In the past decade, isolated outbreaks of avian flu (H5N1) in humans have raised concerns that a deadly pandemic could arise if the avian flu evolves to a form that can easily infect humans and pass from person to person. Some scientists believe such an outbreak could rival the 1918 "Spanish flu" that killed 50 million to 100 million people worldwide.Scientists already knew that whether an influenza virus infects humans depends on whether its hemagglutinin, a protein found on the virus surface, can bind to sugar (or glycan) receptors in the respiratory tract. Human respiratory cells have glycan receptors classified as alpha 2-6; avian respiratory cells' glycan receptors are known as alpha 2-3. This classification is based on how the sugars are linked together when they are displayed on cells.
The MIT study shows that that view does not adequately explain how viruses evolve to infect humans. The new work reveals that, more specifically, it is the ability of a flu virus to bind to a certain shape, or topology, of specific alpha 2-6 glycan receptor that determines whether it will infect humans.
Alpha 2-6 glycan receptors come in two shapes-one that resembles an umbrella, and another that resembles a cone. The MIT team found that to infect humans, flu viruses must bind to the umbrella-shaped alpha 2-6 receptor.
Thus, Sasisekharan and his team have redefined the host receptor for influenza and the criteria for how H5N1 can jump to humans. They did so by showing that the shape of the sugars-and not the type of linkage-is the key determinant for human adaptation of these deadly viruses.
This new interpretation explains inconsistencies that plagued the previous model, according to Sasisekharan. For example, some flu strains that can bind to alpha 2-6 receptors do not infect humans very well. It turns out that those viruses bind to cone-shaped alpha 2-6 receptors, which are present in the human respiratory tract but in much smaller numbers than umbrella-shaped alpha 2-6 receptors.
This new paradigm should help researchers develop a better way to track the evolution of avian flu leading to human adaptation, Sasisekharan said. Now, they know to look for avian viruses that have evolved the ability to bind to umbrella-shaped alpha 2-6 receptors.
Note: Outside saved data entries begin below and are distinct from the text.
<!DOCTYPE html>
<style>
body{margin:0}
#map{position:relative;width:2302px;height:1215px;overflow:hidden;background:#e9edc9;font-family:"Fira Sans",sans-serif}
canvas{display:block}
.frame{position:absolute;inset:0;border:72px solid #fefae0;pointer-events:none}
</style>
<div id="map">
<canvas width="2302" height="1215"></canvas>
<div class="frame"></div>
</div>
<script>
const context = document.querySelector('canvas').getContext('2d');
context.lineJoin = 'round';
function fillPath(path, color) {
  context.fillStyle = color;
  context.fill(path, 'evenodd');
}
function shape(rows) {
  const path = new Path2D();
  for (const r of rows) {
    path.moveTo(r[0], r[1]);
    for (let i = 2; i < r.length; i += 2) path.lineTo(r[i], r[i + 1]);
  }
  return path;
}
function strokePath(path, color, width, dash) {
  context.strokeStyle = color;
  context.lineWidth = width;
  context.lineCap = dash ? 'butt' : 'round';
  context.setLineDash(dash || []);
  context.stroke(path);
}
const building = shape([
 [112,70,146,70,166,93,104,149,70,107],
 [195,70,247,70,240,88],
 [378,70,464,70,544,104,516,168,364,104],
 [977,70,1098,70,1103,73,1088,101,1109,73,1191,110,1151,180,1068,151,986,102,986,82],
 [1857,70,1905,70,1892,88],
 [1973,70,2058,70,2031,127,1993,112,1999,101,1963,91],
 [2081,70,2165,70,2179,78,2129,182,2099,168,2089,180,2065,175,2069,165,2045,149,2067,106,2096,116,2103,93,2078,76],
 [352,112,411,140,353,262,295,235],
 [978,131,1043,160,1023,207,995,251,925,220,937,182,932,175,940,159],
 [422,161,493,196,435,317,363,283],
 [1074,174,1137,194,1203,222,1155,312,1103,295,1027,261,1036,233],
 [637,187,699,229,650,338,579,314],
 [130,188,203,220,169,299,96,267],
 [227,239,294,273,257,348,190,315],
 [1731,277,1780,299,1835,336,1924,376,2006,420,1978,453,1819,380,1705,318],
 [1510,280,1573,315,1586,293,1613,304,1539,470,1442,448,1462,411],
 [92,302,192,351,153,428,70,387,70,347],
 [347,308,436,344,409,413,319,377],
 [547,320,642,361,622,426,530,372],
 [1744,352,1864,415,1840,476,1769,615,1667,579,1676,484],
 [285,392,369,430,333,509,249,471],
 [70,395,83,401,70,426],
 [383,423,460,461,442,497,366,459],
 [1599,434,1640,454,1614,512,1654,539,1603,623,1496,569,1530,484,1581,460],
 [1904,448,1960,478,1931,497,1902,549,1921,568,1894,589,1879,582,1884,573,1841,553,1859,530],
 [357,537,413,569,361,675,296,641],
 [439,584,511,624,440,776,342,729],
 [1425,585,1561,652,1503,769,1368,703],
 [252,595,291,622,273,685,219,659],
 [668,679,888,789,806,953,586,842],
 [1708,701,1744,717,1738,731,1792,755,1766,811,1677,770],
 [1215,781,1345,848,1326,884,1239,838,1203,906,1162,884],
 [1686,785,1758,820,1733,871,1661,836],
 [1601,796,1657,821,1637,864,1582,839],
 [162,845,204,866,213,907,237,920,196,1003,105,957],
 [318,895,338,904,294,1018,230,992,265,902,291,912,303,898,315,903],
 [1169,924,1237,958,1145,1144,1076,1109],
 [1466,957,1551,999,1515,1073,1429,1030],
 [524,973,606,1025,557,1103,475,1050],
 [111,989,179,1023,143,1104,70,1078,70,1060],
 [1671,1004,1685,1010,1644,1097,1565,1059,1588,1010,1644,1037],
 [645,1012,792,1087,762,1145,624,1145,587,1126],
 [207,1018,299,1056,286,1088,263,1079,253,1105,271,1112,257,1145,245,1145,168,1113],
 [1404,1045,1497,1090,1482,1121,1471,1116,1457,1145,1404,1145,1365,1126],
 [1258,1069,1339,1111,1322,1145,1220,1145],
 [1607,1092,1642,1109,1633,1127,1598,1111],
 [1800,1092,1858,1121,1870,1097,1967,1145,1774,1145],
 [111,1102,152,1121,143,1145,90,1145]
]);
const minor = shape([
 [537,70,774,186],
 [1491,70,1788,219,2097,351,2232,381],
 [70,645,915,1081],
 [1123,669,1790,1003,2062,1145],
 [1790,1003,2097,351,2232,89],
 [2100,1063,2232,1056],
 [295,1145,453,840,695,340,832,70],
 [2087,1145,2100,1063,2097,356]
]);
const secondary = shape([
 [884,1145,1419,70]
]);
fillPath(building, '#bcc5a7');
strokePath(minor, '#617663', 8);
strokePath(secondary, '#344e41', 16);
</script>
That knowledge could help them create vaccines tailored to combat a potential pandemic. Similarly, these findings will help in the development of more effective strategies for seasonal flu, which still is a leading cause of death.
"Subtle changes in influenza viruses over time can dramatically influence the likelihood that these viruses will be able to infect human populations, and this is a huge concern," said Jeremy Berg, director of the National Institute for General Medical Sciences, which funded the research. "This work enables researchers to look at flu viruses in an entirely new way. Dr. Sasisekharan's team achieved this through a multifaceted approach that combines laboratory experiments with the 'mining' of NIH-supported databases, leading to new insights into how the flu virus can adapt to a human host."
Other authors of the Nature Biotechnology paper are Terrence Tumpey of the Centers for Disease Control and Prevention; Aarthi Chandrasekaran, graduate student in MIT's Department of Biological Engineering (BE); Aravind Srinivasan and Karthik Viswanathan, postdoctoral associates in BE; Rahul Raman, research scientist in BE; S. Raguram, visiting scientist in BE; and Viswanathan Sasisekharan, visiting scientist in the Harvard-MIT Division of Health Sciences and Technology.